⟨

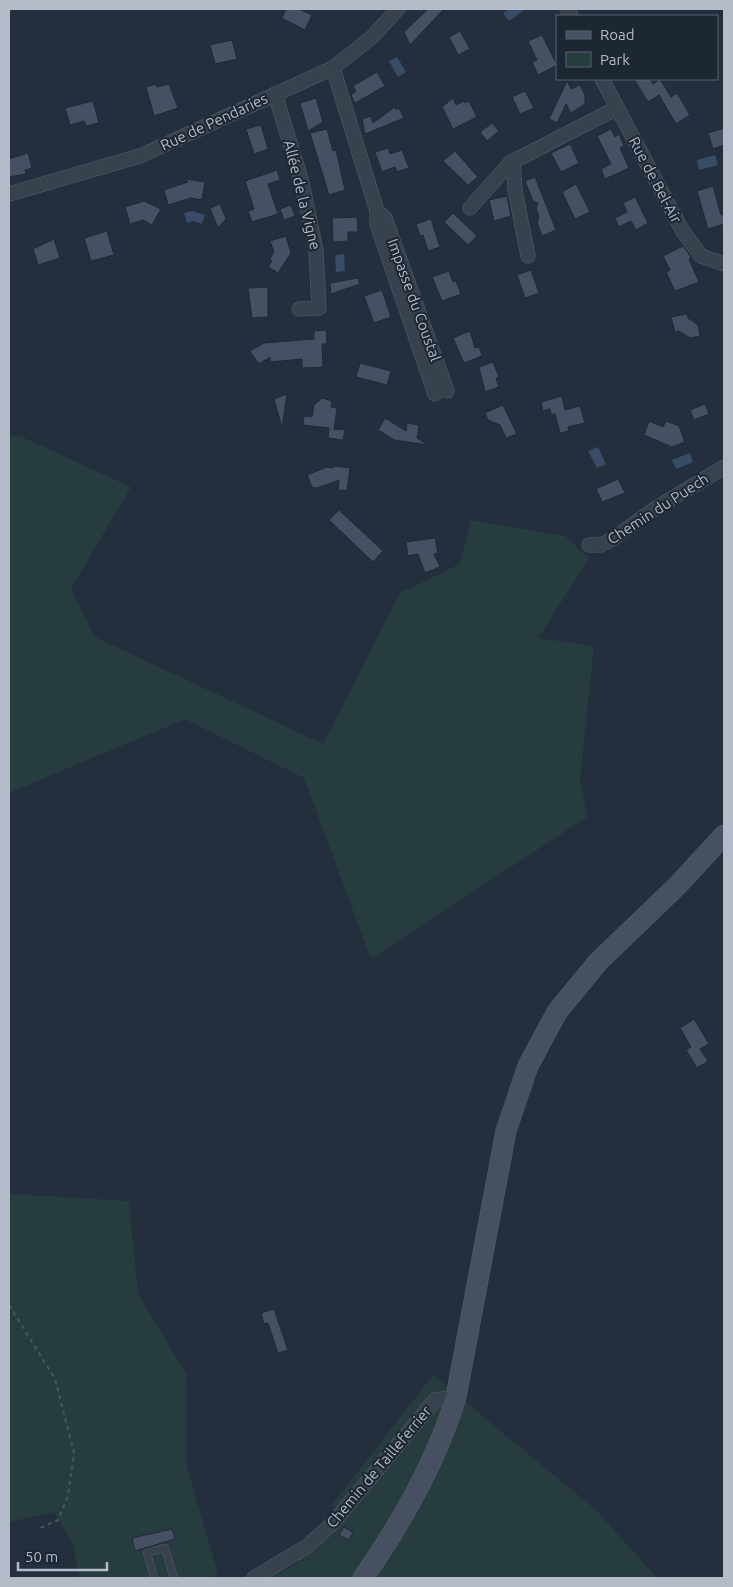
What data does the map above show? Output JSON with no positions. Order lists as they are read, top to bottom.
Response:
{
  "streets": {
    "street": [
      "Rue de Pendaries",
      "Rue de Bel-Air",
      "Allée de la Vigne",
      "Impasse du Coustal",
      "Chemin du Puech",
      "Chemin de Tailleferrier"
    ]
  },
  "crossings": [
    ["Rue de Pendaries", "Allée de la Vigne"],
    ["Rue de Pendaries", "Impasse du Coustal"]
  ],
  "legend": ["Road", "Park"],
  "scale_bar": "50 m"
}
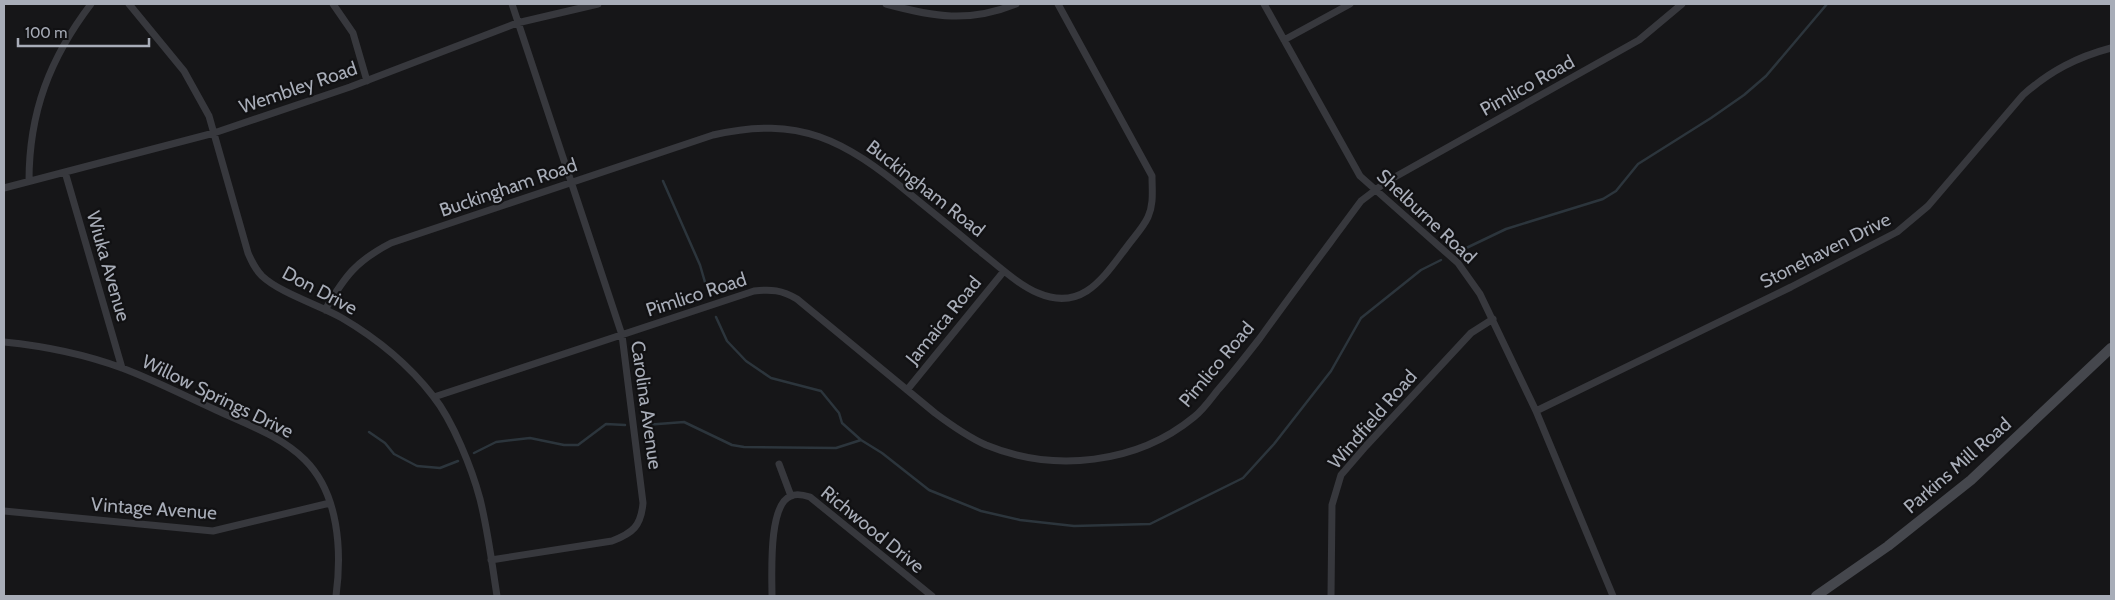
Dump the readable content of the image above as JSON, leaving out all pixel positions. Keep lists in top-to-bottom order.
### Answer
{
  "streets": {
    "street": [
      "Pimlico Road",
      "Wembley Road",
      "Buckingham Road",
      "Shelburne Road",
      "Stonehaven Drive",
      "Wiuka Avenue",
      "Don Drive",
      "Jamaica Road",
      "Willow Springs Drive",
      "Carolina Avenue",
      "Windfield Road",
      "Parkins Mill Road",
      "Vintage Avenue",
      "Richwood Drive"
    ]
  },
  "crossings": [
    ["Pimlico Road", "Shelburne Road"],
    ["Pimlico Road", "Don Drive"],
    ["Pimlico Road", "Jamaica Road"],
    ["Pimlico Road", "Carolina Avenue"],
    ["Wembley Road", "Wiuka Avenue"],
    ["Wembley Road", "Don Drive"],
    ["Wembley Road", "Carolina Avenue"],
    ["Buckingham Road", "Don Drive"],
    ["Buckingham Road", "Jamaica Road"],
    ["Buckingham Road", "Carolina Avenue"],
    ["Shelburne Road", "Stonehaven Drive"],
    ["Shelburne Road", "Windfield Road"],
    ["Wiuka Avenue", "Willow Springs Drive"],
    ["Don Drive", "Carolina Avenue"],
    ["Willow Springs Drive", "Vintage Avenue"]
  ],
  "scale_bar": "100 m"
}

⟩

## The problem:
If an entry holds a picture, leave that picture out, and transcribe the rest of the listing above exactly.

## Final answer:
What data does the map above show? Output JSON with no positions. Order lists as they are read, top to bottom.
Response:
{
  "streets": {
    "street": [
      "Rue de Pendaries",
      "Rue de Bel-Air",
      "Allée de la Vigne",
      "Impasse du Coustal",
      "Chemin du Puech",
      "Chemin de Tailleferrier"
    ]
  },
  "crossings": [
    ["Rue de Pendaries", "Allée de la Vigne"],
    ["Rue de Pendaries", "Impasse du Coustal"]
  ],
  "legend": ["Road", "Park"],
  "scale_bar": "50 m"
}
Dump the readable content of the image above as JSON, leaving out all pixel positions. Keep lists in top-to-bottom order.
### Answer
{
  "streets": {
    "street": [
      "Pimlico Road",
      "Wembley Road",
      "Buckingham Road",
      "Shelburne Road",
      "Stonehaven Drive",
      "Wiuka Avenue",
      "Don Drive",
      "Jamaica Road",
      "Willow Springs Drive",
      "Carolina Avenue",
      "Windfield Road",
      "Parkins Mill Road",
      "Vintage Avenue",
      "Richwood Drive"
    ]
  },
  "crossings": [
    ["Pimlico Road", "Shelburne Road"],
    ["Pimlico Road", "Don Drive"],
    ["Pimlico Road", "Jamaica Road"],
    ["Pimlico Road", "Carolina Avenue"],
    ["Wembley Road", "Wiuka Avenue"],
    ["Wembley Road", "Don Drive"],
    ["Wembley Road", "Carolina Avenue"],
    ["Buckingham Road", "Don Drive"],
    ["Buckingham Road", "Jamaica Road"],
    ["Buckingham Road", "Carolina Avenue"],
    ["Shelburne Road", "Stonehaven Drive"],
    ["Shelburne Road", "Windfield Road"],
    ["Wiuka Avenue", "Willow Springs Drive"],
    ["Don Drive", "Carolina Avenue"],
    ["Willow Springs Drive", "Vintage Avenue"]
  ],
  "scale_bar": "100 m"
}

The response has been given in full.